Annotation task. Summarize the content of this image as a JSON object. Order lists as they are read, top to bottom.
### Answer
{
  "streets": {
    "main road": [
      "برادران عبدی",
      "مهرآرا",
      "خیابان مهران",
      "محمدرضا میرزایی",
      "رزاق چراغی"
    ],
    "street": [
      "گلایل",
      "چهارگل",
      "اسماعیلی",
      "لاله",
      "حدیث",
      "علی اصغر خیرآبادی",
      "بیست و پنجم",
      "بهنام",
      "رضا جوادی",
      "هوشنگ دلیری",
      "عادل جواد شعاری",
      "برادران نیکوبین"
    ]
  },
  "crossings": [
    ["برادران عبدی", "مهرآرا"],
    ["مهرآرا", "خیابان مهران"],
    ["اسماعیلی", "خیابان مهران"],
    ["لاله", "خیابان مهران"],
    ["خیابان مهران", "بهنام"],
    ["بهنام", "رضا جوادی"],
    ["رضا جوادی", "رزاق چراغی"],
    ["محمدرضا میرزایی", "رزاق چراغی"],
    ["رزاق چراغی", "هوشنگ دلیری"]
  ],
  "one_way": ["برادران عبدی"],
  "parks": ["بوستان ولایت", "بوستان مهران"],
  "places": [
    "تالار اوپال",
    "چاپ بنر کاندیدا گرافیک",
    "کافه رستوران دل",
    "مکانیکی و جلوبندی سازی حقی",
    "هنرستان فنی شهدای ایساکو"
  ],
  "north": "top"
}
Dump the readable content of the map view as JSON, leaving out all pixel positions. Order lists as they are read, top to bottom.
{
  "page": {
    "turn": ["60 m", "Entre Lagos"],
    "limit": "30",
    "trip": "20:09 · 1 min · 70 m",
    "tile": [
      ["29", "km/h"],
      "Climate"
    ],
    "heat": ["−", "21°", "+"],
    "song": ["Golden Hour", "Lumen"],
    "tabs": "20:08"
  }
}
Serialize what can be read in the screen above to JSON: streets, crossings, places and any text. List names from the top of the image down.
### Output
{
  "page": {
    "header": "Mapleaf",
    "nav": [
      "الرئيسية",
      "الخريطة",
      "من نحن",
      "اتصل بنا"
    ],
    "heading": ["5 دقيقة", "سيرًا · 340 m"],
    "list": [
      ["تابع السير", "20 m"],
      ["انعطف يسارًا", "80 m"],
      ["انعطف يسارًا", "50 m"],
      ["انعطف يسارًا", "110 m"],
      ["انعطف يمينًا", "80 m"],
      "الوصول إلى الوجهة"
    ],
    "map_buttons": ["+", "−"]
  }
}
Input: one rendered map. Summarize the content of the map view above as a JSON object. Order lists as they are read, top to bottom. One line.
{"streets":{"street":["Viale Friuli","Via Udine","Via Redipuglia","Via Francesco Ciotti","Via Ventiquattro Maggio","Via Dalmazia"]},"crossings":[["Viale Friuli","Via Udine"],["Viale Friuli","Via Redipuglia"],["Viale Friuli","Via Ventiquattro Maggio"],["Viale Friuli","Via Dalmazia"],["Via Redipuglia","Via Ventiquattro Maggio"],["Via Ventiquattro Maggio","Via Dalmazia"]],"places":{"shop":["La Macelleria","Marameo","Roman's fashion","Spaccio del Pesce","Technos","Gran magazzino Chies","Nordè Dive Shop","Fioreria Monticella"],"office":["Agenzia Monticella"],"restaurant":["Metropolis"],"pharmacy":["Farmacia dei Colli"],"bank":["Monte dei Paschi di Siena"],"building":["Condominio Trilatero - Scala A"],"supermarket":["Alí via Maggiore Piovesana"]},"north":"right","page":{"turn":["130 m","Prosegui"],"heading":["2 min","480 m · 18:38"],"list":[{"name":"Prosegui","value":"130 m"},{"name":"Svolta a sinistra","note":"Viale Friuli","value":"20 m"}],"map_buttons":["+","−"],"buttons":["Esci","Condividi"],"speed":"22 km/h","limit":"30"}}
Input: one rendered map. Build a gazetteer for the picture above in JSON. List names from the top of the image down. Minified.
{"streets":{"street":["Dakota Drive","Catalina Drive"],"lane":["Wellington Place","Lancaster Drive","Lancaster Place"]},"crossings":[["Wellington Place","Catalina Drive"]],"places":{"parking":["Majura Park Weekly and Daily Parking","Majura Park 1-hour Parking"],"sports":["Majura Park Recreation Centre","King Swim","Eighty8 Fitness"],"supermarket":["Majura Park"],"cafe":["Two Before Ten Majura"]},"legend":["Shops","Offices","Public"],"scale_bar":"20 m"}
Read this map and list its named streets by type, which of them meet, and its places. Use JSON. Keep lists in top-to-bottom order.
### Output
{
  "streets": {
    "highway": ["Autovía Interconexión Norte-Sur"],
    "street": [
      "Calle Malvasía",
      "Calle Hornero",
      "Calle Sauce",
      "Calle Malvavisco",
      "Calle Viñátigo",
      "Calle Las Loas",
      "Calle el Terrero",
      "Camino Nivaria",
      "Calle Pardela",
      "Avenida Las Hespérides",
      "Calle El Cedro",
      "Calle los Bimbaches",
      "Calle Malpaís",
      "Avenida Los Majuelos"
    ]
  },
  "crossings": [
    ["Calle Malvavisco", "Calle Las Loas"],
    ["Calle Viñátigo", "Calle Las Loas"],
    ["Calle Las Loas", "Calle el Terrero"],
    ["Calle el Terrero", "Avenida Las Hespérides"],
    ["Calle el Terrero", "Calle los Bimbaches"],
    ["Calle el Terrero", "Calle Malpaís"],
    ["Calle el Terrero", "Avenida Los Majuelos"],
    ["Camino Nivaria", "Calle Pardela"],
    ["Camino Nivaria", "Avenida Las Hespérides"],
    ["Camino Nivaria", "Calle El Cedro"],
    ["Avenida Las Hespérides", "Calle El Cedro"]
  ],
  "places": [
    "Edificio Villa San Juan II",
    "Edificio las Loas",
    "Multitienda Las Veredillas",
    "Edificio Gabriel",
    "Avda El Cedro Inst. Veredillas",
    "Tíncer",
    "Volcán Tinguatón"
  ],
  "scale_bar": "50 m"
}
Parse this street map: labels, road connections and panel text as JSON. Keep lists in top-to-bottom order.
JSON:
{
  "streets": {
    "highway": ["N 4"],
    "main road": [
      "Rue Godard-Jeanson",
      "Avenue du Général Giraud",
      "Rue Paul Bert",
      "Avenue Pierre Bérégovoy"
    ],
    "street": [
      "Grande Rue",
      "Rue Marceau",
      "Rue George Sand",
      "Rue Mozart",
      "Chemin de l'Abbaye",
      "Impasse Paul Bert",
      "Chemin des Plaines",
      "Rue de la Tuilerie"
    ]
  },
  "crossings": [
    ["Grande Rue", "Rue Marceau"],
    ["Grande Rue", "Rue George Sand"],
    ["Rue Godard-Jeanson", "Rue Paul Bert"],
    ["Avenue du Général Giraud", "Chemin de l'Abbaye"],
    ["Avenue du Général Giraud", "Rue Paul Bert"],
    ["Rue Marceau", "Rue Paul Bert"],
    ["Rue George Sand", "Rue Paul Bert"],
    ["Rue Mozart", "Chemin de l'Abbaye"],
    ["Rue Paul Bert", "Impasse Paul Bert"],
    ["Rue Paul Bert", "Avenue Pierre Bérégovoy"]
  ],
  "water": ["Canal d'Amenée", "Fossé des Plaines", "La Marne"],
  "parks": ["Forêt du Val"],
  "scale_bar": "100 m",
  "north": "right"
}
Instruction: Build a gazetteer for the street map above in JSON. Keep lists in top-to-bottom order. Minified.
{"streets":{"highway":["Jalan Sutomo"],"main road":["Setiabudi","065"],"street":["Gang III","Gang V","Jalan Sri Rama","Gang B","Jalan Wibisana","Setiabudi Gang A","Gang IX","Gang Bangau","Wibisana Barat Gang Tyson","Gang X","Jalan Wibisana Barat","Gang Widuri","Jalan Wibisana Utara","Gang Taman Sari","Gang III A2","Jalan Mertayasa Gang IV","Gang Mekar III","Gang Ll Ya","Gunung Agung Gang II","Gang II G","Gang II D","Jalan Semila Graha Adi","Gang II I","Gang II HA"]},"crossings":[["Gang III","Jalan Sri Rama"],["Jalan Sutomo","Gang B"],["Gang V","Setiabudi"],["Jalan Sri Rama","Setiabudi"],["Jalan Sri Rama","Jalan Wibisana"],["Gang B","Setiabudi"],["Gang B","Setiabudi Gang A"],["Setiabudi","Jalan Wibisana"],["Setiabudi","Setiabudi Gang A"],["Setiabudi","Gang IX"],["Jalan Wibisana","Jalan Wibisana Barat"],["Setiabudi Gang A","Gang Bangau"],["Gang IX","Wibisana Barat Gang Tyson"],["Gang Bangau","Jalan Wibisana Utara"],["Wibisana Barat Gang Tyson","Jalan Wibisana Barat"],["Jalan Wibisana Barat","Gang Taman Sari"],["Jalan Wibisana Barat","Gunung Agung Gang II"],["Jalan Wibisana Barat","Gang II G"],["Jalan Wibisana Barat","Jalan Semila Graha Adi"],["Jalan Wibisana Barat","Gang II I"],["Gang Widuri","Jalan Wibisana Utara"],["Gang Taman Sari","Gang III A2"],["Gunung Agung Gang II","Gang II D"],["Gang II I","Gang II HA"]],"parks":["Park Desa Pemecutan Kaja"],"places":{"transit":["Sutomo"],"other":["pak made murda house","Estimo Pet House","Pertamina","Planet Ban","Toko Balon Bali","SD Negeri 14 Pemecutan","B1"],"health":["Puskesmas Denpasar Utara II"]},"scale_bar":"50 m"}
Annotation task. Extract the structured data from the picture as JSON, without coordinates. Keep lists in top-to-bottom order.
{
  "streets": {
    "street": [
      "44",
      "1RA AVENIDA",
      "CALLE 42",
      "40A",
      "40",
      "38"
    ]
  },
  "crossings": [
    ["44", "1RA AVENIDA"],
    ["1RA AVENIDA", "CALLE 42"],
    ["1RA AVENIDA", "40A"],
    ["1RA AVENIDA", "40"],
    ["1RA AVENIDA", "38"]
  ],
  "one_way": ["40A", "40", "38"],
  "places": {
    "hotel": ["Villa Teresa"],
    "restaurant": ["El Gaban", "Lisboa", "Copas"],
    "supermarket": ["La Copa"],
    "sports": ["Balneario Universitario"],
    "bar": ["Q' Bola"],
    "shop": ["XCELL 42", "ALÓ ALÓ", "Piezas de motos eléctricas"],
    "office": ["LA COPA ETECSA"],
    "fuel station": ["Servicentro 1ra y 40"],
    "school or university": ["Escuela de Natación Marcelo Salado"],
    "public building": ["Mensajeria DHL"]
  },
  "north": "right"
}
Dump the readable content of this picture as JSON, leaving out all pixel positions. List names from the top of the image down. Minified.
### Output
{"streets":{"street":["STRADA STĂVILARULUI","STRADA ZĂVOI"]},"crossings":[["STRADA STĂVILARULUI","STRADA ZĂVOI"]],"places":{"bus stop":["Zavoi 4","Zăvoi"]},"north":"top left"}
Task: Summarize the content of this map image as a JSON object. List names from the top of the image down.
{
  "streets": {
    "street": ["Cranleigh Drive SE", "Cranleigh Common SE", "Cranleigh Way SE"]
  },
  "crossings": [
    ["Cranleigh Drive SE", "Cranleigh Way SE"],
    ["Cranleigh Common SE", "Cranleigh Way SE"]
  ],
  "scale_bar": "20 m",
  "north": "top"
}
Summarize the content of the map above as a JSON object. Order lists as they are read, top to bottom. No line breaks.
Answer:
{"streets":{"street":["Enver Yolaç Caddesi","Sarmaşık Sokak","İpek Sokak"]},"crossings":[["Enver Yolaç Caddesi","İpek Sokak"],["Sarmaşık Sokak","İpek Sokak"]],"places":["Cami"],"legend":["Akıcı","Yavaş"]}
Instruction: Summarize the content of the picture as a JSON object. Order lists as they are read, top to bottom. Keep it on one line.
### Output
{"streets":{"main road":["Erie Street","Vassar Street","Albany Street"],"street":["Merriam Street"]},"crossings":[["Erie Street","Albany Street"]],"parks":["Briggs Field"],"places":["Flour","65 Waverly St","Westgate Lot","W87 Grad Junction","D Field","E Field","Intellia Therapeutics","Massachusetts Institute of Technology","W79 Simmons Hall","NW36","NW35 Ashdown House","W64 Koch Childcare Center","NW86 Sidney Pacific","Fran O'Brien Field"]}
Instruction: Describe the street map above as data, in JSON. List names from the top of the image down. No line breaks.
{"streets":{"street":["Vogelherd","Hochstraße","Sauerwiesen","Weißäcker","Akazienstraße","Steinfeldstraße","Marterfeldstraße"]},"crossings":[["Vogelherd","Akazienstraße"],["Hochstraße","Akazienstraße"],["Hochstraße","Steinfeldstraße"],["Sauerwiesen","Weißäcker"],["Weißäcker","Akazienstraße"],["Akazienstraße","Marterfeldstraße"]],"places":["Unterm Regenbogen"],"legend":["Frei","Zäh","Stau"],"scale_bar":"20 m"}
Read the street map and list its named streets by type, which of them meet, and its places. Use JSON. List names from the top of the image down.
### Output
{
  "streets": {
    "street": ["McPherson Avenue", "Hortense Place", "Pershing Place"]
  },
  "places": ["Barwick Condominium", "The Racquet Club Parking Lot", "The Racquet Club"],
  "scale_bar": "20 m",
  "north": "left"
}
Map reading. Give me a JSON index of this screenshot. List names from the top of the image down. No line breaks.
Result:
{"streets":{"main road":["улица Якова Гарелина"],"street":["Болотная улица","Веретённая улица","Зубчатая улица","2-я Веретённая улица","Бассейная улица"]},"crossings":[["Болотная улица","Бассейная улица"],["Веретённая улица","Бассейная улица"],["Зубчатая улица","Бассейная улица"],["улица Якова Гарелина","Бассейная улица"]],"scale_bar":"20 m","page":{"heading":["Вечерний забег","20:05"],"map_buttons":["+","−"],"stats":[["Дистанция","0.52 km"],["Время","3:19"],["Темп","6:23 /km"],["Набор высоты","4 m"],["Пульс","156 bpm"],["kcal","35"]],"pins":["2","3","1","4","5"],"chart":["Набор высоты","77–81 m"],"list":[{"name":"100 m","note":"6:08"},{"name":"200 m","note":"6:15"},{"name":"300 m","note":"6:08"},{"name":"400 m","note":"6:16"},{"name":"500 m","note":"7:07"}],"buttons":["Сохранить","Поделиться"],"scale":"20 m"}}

· · · ·

■ INSTRUCTIONS TO FOLLOW:
In the records above, return precisely the line containing "Instruction: Describe the" and each line that comes after it, up to the final one.

■ WORKED SOLUTION:
Instruction: Describe the street map above as data, in JSON. List names from the top of the image down. No line breaks.
{"streets":{"street":["Vogelherd","Hochstraße","Sauerwiesen","Weißäcker","Akazienstraße","Steinfeldstraße","Marterfeldstraße"]},"crossings":[["Vogelherd","Akazienstraße"],["Hochstraße","Akazienstraße"],["Hochstraße","Steinfeldstraße"],["Sauerwiesen","Weißäcker"],["Weißäcker","Akazienstraße"],["Akazienstraße","Marterfeldstraße"]],"places":["Unterm Regenbogen"],"legend":["Frei","Zäh","Stau"],"scale_bar":"20 m"}
Read the street map and list its named streets by type, which of them meet, and its places. Use JSON. List names from the top of the image down.
### Output
{
  "streets": {
    "street": ["McPherson Avenue", "Hortense Place", "Pershing Place"]
  },
  "places": ["Barwick Condominium", "The Racquet Club Parking Lot", "The Racquet Club"],
  "scale_bar": "20 m",
  "north": "left"
}
Map reading. Give me a JSON index of this screenshot. List names from the top of the image down. No line breaks.
Result:
{"streets":{"main road":["улица Якова Гарелина"],"street":["Болотная улица","Веретённая улица","Зубчатая улица","2-я Веретённая улица","Бассейная улица"]},"crossings":[["Болотная улица","Бассейная улица"],["Веретённая улица","Бассейная улица"],["Зубчатая улица","Бассейная улица"],["улица Якова Гарелина","Бассейная улица"]],"scale_bar":"20 m","page":{"heading":["Вечерний забег","20:05"],"map_buttons":["+","−"],"stats":[["Дистанция","0.52 km"],["Время","3:19"],["Темп","6:23 /km"],["Набор высоты","4 m"],["Пульс","156 bpm"],["kcal","35"]],"pins":["2","3","1","4","5"],"chart":["Набор высоты","77–81 m"],"list":[{"name":"100 m","note":"6:08"},{"name":"200 m","note":"6:15"},{"name":"300 m","note":"6:08"},{"name":"400 m","note":"6:16"},{"name":"500 m","note":"7:07"}],"buttons":["Сохранить","Поделиться"],"scale":"20 m"}}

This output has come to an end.